鹿野川ダムリニューアル、水中作業の機械化で潜水士の作業を大幅減 画像 鹿野川ダムリニューアル、水中作業の機械化で潜水士の作業を大幅減

IT業務効率

 安藤ハザマは、愛媛県大洲市で施工中の鹿野川ダムリニューアル工事に独自の技術や工夫を導入し、安全・品質の確保と作業の効率化を実現している。ダムを供用しながら発電取水用の既設取水塔を撤去し、新たに選択取水設備を構築するため、国内で初めて仮締め切りを行わずに工事を実施。水中作業に機械化施工を採用し、潜水士の作業を大幅に減らした。

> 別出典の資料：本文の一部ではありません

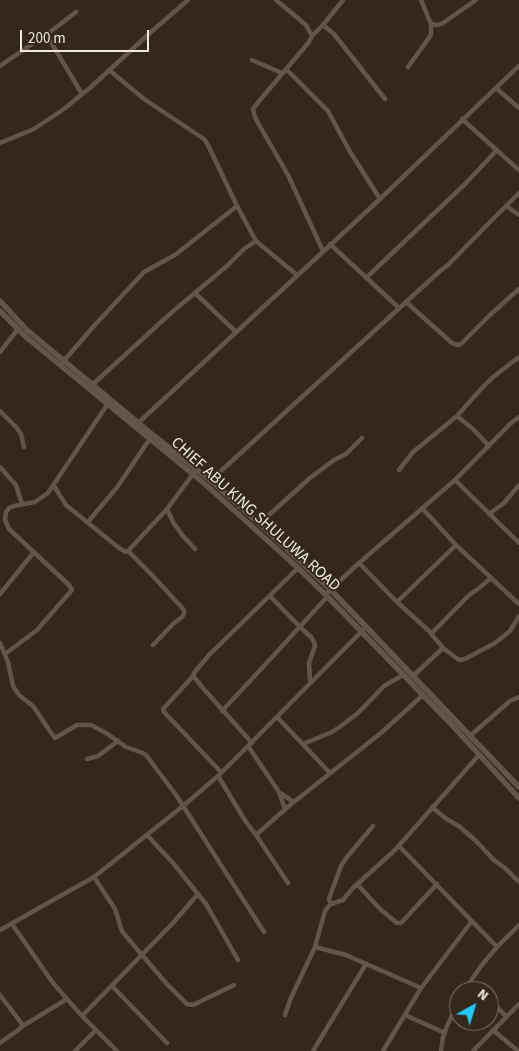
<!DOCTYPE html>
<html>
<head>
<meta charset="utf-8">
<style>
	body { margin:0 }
	#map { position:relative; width:519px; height:1051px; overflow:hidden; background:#34281a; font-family:"Source Sans 3",sans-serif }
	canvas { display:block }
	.north { position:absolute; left:449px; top:981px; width:50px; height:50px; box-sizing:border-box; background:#34281a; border:1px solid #807569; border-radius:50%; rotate:39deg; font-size:14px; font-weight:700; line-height:20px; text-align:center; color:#f1e9e0 }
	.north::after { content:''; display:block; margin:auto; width:18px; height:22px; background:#21c9fd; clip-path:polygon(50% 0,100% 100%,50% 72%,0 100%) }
	.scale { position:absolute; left:20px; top:30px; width:129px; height:22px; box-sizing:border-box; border:2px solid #f1e9e0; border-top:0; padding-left:6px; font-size:15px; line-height:18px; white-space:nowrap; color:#f1e9e0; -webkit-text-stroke:4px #34281a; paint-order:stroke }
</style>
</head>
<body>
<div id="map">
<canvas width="519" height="1051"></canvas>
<div class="north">N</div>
<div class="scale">200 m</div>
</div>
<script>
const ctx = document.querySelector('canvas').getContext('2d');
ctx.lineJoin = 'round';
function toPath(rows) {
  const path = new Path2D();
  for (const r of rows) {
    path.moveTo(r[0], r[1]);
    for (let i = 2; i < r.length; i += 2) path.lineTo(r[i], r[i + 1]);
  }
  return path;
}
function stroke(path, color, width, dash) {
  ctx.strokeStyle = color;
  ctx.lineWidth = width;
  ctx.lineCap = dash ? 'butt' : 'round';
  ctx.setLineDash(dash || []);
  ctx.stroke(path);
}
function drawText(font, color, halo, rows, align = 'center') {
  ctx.font = font + ' "Source Sans 3",sans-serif';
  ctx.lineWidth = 4;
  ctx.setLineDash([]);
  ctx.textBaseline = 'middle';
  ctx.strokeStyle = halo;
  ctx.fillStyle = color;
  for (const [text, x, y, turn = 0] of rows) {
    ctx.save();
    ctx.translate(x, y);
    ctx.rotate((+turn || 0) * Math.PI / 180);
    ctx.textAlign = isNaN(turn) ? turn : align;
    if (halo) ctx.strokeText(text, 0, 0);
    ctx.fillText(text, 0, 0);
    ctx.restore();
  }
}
const minor = toPath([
	[276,0,306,25,312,36],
	[431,24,438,25,443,23,476,0],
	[323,25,343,0],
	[46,34,82,94],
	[252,60,282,73],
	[0,66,54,29,76,12],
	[408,67,431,35,431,24,421,0],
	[286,69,328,111,349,150,380,199],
	[109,70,144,99,204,139,208,145,237,206,256,241,297,275],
	[496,88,519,108],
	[462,119,519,170],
	[0,143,34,129,64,109,91,87,151,32,188,0],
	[519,193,491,221,448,265,440,271,406,302,452,343,458,345,462,343,491,314,519,289],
	[506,206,519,215],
	[330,244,399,308],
	[323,251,288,175,258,123,255,117,253,109,260,100,309,42,312,36,323,25,334,34,385,99],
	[366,278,466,183,496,151],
	[195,293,235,331],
	[0,352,18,329],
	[62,363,93,327,144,272,175,255,237,206],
	[92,385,171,313,227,266,244,249,256,241],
	[0,411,16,427,21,434,24,447],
	[457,416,473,429,489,446],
	[137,424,380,199,519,66],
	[0,467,16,485,22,504],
	[399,470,413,452,457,416,481,389,492,378,519,357],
	[455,480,519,543],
	[210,481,406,302],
	[54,486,66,505,119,548,126,552,128,551,167,509,196,470],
	[422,508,456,545,519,604],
	[167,509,173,522,183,536,195,549],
	[489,514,504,503,519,485],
	[88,522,118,486,151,437],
	[259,524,310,478,334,460,346,454,362,438],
	[128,551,151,574,184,610,184,614,182,617,173,624,153,645],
	[359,563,397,602,429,631,443,648,459,660,465,659,495,643,510,631,519,616],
	[328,592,359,563,455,480,510,424,519,417],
	[0,594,34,552],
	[270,596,300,627,311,637,314,642,315,646,309,663,310,680,311,682],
	[397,602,456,545],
	[431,634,468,596,479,588,491,578],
	[0,643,8,662,13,686,19,695,34,707,49,730,55,738,77,725,91,725,106,733,126,747,143,753,146,755,176,795,264,932],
	[5,654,37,630,72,590,69,585,9,529,5,520,6,512,9,508,14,506,35,502,48,493,109,402],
	[194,675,163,709,164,712,221,772],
	[413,676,443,648],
	[222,711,263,667,327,597],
	[277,717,330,773],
	[470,736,510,701,519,697],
	[252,743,202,687,194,677,194,673,210,654,298,568],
	[303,744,332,732,341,726,358,713,384,686,403,675],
	[248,746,279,792,285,809],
	[87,759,98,756,118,741],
	[218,776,246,822,256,835,288,883],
	[280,793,294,802],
	[432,807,445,818,460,827,476,841,494,860,506,869,519,882],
	[147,835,173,863,206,904,238,960],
	[256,835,290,805,381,733,423,695],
	[399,846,497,947],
	[94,877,115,909,122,931,125,935,166,983,187,1004,193,1005,234,985],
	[357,884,380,909,397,923,401,923,437,884],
	[331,904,329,899,330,896,341,866,347,857,373,826],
	[12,924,53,983,82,1016,117,1051],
	[0,930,94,877,183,806,218,776,248,746,366,627],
	[315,947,346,955,421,988],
	[470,982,479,991],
	[112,986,167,1043],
	[464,991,481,966,497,947,519,925],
	[0,995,22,1024,21,1028,0,1043],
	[489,1000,506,1016],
	[285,1015,290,1000,315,947,325,911,328,907,331,904,343,900,353,888,395,850,479,755],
	[405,1015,445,1033],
	[82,1016,172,924,198,894],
	[21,1027,67,999],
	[493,1030,518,1051],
	[75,1051,96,1030],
	[313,1051,366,964],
	[383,1051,421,988,472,921],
	[441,1051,443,1037,447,1026,459,1001],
	[473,1051,519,1004]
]);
const tertiary = toPath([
	[0,301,27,330,153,435,210,480,263,527,331,590,519,787],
	[0,311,26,337,206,485,298,568,325,594,450,723,519,798]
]);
const streetNames = [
	["CHIEF ABU KING SHULUWA ROAD",255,515,42]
];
stroke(minor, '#635547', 4.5);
stroke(tertiary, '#635547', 5.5);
drawText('16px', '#f1e9e0', '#34281a', streetNames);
</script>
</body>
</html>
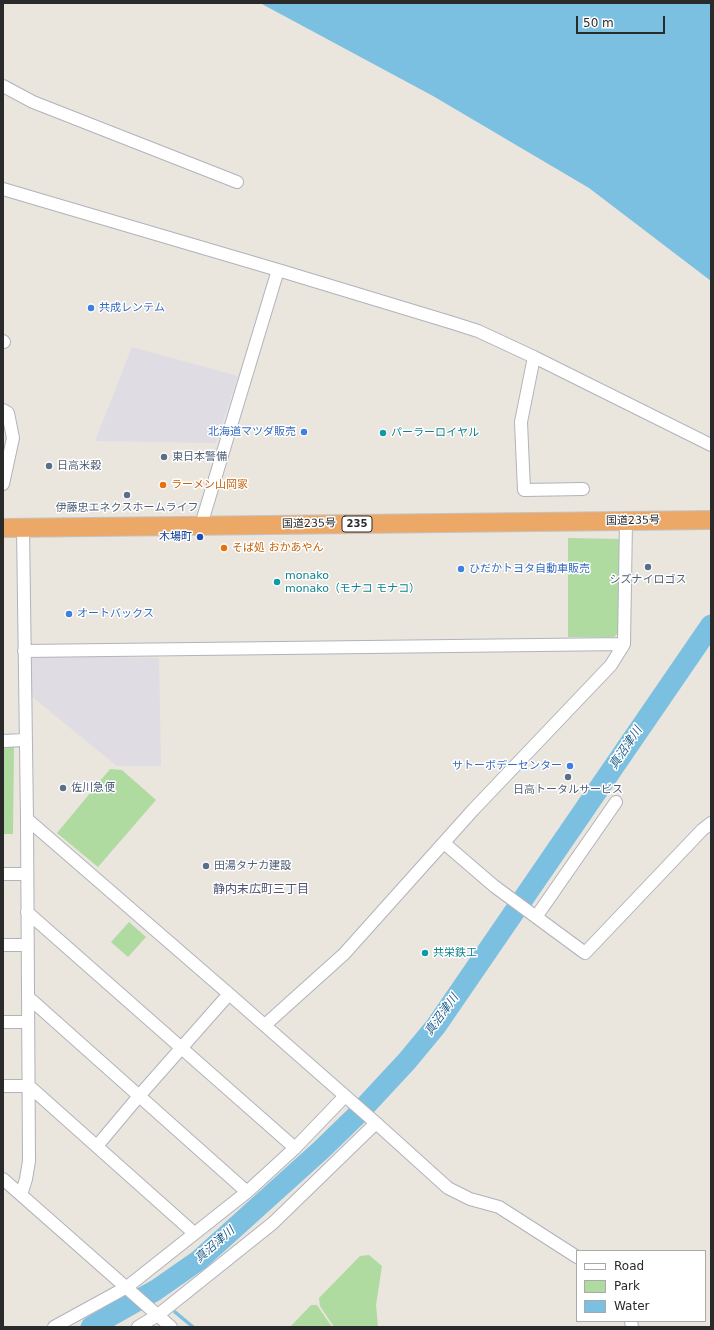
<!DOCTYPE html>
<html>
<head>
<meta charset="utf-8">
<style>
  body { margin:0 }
  #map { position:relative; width:714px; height:1330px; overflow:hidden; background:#eae5dd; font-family:"DejaVu Sans",sans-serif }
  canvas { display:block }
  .frame { position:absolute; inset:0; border:4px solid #2a2a2a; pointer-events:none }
  .legend { position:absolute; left:576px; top:1250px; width:130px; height:72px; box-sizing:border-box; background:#fff; border:1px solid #aaa; margin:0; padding:5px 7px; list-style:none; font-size:12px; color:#2a2a2a }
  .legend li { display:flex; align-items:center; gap:8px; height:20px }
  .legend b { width:20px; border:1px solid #aaa }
  .scale { position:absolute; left:576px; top:16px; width:89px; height:18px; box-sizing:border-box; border:2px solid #2a2a2a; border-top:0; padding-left:5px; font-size:12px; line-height:14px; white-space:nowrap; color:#2a2a2a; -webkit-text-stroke:3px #fff; paint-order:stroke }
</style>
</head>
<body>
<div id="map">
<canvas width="714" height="1330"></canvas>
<div class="frame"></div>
<ul class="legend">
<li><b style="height:5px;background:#fff"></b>Road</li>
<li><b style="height:11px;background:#b0dba0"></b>Park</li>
<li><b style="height:11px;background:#7cc0e1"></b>Water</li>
</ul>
<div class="scale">50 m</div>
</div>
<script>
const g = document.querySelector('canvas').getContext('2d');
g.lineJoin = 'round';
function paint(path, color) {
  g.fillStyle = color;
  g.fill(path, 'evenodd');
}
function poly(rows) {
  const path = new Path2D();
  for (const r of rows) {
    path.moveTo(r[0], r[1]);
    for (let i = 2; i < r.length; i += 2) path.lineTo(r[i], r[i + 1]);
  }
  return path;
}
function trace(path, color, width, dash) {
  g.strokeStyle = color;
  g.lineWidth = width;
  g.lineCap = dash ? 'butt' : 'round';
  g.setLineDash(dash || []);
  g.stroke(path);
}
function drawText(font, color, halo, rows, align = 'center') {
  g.font = font + ' "DejaVu Sans","Noto Sans JP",sans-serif';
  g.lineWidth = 3;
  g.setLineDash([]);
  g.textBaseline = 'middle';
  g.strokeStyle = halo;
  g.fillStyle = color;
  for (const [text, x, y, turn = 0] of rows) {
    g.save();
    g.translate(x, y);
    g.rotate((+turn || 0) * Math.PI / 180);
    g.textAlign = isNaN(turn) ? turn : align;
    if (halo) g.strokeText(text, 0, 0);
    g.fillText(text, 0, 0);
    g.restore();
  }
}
const industrial = poly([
  [132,347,238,376,216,443,95,441],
  [32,656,159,658,161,766,117,766,31,696]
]);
const green = poly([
  [568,538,621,539,620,632,614,637,568,637],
  [3,746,14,746,13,834,3,834],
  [110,769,122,770,156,800,98,867,57,833],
  [129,922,146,937,128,957,111,942],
  [369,1255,382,1266,376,1305,378,1327,334,1327,320,1306,319,1298,360,1256],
  [311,1305,317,1305,332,1327,290,1327]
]);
const water = poly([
  [260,3,711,3,711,281,589,188,433,96]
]);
const stream = poly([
  [156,1290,159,1295],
  [175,1312,193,1327]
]);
const river = poly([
  [91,1327,156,1290,199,1260,321,1150,355,1117,407,1061,436,1026,711,625]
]);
const minor = poly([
  [3,86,33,102,237,182],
  [3,189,278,270,453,323,478,331,534,357,711,445],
  [3,341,4,342],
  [534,357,521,422,524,490,583,489],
  [3,410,8,413,13,438,3,484],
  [201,525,278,270],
  [24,651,624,644],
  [3,741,25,740],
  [27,819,229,994,376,1123,448,1188,470,1199,499,1207,577,1257],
  [444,843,494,886,585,953,702,830,711,823],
  [3,874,27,874],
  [27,912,295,1148],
  [536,917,616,802],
  [3,945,27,945],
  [28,997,247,1192],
  [3,1022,28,1022],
  [265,1025,344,954,473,810,611,665,624,644,626,521],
  [3,1086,29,1086,194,1233],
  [97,1146,139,1096,229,994],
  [3,1179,171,1327],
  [21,1195,26,1179,29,1161,27,819,23,527],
  [631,1321,632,1327],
  [54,1327,127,1287,247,1192,295,1148,345,1096],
  [138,1327,158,1315,273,1223,376,1123]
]);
const highway = poly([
  [3,528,711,520]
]);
const markers = [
  [91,308,4,"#3f7fe0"],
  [304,432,4,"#3f7fe0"],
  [383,433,4,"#0f9aa8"],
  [164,457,4,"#5c6f8a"],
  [49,466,4,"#5c6f8a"],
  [163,485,4,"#e8710a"],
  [127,495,4,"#5c6f8a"],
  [200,537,4,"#1a4fb4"],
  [224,548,4,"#e8710a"],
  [648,567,4,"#5c6f8a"],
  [461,569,4,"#3f7fe0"],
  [277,582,4,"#0f9aa8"],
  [69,614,4,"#3f7fe0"],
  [570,766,4,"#3f7fe0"],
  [568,777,4,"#5c6f8a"],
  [63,788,4,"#5c6f8a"],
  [206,866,4,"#5c6f8a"],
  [425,953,4,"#0f9aa8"]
];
const shields = [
  [357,524,30]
];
const shieldNames = [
  ["235",357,524]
];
const shopNames = [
  ["共成レンテム",99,308],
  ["北海道マツダ販売",296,432,"right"],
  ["ひだかトヨタ自動車販売",469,569],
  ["オートバックス",77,614],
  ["サトーボデーセンター",562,766,"right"]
];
const cultureNames = [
  ["パーラーロイヤル",391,433],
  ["monako",285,576],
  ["monako（モナコ モナコ）",285,589],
  ["共栄鉄工",433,953]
];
const serviceNames = [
  ["東日本警備",172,457],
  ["日高米穀",57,466],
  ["伊藤忠エネクスホームライフ",127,508,"center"],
  ["シズナイロゴス",648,580,"center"],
  ["佐川急便",71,788],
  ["日高トータルサービス",568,790,"center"],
  ["田湯タナカ建設",214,866]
];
const foodNames = [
  ["ラーメン山岡家",171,485],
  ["そば処 おかあやん",232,548]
];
const streetNames = [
  ["国道235号",633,521,-1],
  ["国道235号",309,524,-1]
];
const transitNames = [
  ["木場町",192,537]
];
const waterNames = [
  ["真沼津川",626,748,-56],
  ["真沼津川",442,1015,-54],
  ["真沼津川",215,1245,-41]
];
const neighbourhoodNames = [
  ["静内末広町三丁目",261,890]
];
paint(industrial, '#dfdde3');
paint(green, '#b0dba0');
paint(water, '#7cc0e1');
trace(stream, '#7cc0e1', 3.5);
trace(river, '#7cc0e1', 21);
trace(minor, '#b1b3bc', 14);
trace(highway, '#c3c3c3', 20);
trace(minor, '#fff', 12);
trace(highway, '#eca867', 18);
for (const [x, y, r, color] of markers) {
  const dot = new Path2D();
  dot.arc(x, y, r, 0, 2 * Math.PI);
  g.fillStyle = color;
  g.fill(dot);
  trace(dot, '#fff', 1.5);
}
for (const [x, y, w] of shields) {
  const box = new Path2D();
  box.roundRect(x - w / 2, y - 8, w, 16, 3);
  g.fillStyle = '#fff';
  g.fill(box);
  trace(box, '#2a2a2a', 1);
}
drawText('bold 10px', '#2a2a2a', null, shieldNames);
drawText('11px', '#366cbe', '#fff', shopNames, 'left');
drawText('11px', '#0d838f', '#fff', cultureNames, 'left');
drawText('11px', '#4e5e75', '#fff', serviceNames, 'left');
drawText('11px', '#c56008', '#fff', foodNames, 'left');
drawText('11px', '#2a2a2a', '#fff', streetNames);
drawText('11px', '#164399', '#fff', transitNames, 'right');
drawText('italic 12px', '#1d5e8b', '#fff', waterNames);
drawText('12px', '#4f5475', '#fff', neighbourhoodNames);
</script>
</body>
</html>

 ダムを供用しながら行うリニューアル工事は、大規模な仮締め切りを設置して作業場所をドライな状態にする方法や、潜水士が水中で作業する方法がある。仮締め切りの設置工事は時間やコストがかかり、潜水士による作業は安全面や作業効率などで課題がある。
 同社は仮締め切りを行わない代わりに、潜水士の作業を減らす方法を考案。解体する既存コンクリートを切断後、切断面と新しくコンクリートで造る部分が接着しやすいようにするためのチッピング作業に、同社らが開発した機械を導入した。
 打撃系のスパイキーハンマーに水中撹拌(かくはん)機を取り付けた機械で名称は「あざらし」。陸上でクレーンを操作し、水中のコンクリート表面を人力に比べ効率よくチッピングすることが可能という。
 選択取水設備の新設では、設備側壁部の躯体をユニット化した鉄筋とプレキャスト化した箱型の部材を陸上で一体化した。これをクレーンで水中に沈めて設置し、水中不分離性コンクリートを打設。水中での型枠作業をなくすと同時に、鉄筋組み立て作業を大幅に低減することで、作業の安全性と大幅な効率化を実現した。
 「平成24-27年度鹿野川ダム選択取水設備施設外新設工事」は国土交通省四国地方整備局から受注した。工期は13年1月30日~17年3月30日。16年12月18日に取水塔の躯体工事を完了している。
 仮締め切りをしない水中作業が主体の工事での経験を生かし、今後計画されるダムのリニューアル事業に積極的に取り組んでいく。